# Work request:
List the lines of this listing that hold the word "JSON".

# Exercise inputs:

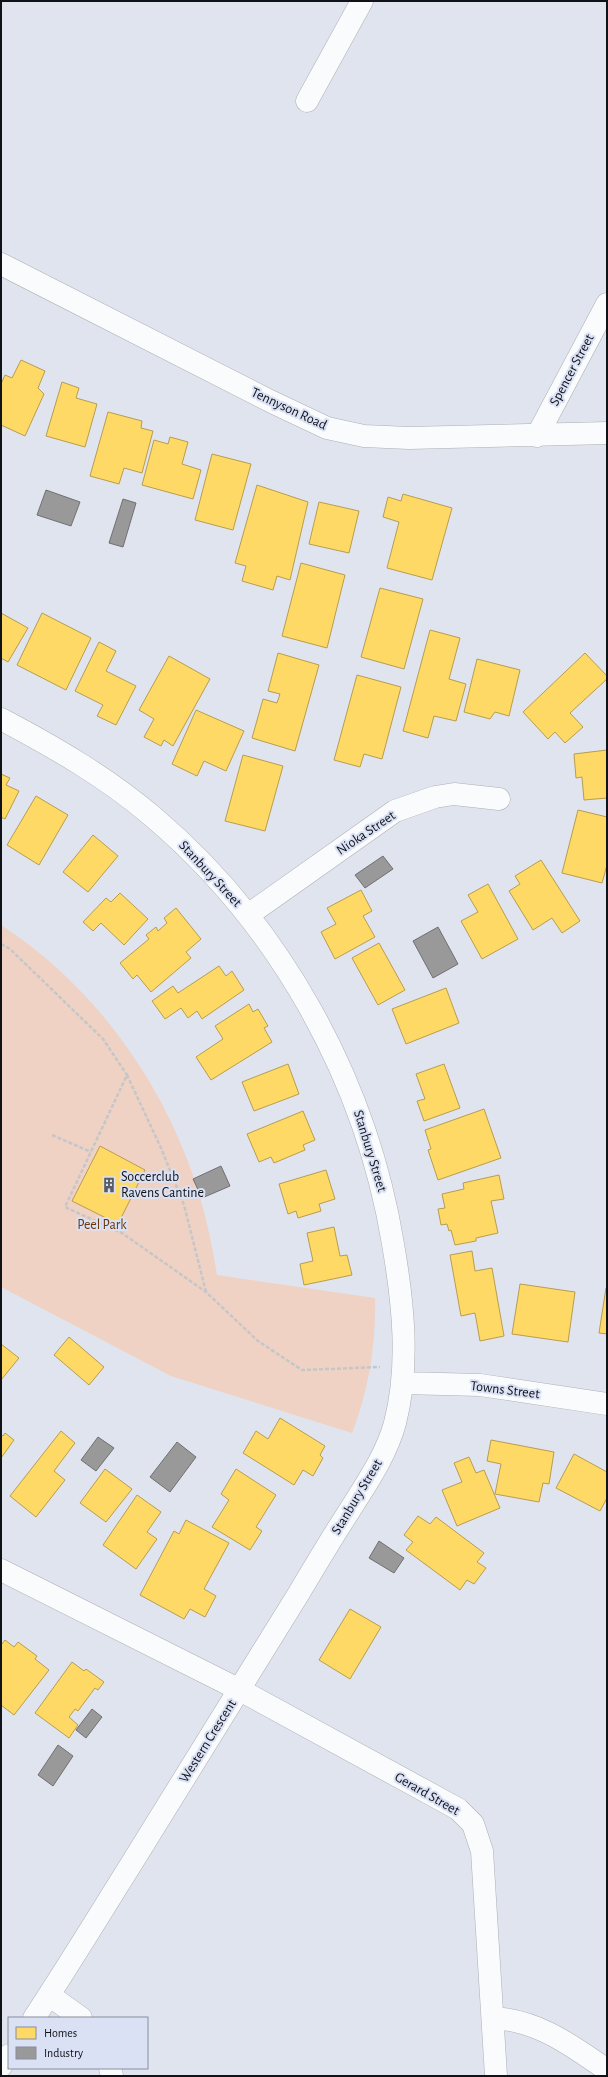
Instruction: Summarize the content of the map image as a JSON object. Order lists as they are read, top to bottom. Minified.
...
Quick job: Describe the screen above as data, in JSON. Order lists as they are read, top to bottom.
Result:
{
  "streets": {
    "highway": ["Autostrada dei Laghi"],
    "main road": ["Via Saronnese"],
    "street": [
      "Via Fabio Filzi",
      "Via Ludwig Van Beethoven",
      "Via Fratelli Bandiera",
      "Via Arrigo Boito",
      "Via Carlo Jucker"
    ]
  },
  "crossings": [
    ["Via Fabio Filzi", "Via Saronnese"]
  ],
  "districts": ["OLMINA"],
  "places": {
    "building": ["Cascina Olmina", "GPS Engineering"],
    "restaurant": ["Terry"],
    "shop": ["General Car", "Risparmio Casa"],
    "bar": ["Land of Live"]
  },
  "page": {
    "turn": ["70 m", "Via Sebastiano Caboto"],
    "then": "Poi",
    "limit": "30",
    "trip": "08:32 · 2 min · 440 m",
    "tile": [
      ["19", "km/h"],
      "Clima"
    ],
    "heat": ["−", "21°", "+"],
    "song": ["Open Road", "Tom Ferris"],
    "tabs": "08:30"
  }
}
---
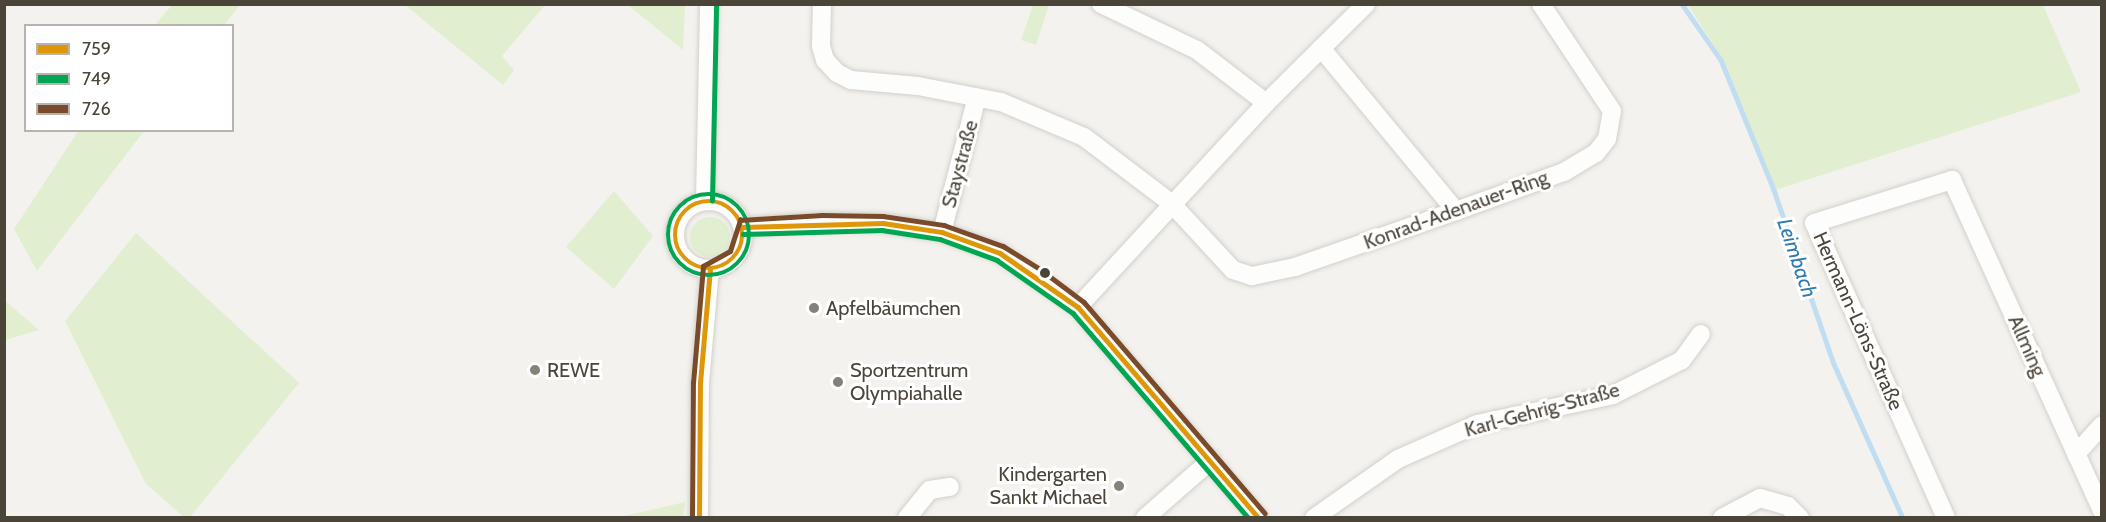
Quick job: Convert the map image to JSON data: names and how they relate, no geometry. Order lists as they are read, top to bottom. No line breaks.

# Result of the exercise:
Instruction: Summarize the content of the map image as a JSON object. Order lists as they are read, top to bottom. Minified.
Quick job: Describe the screen above as data, in JSON. Order lists as they are read, top to bottom.
Quick job: Convert the map image to JSON data: names and how they relate, no geometry. Order lists as they are read, top to bottom. No line breaks.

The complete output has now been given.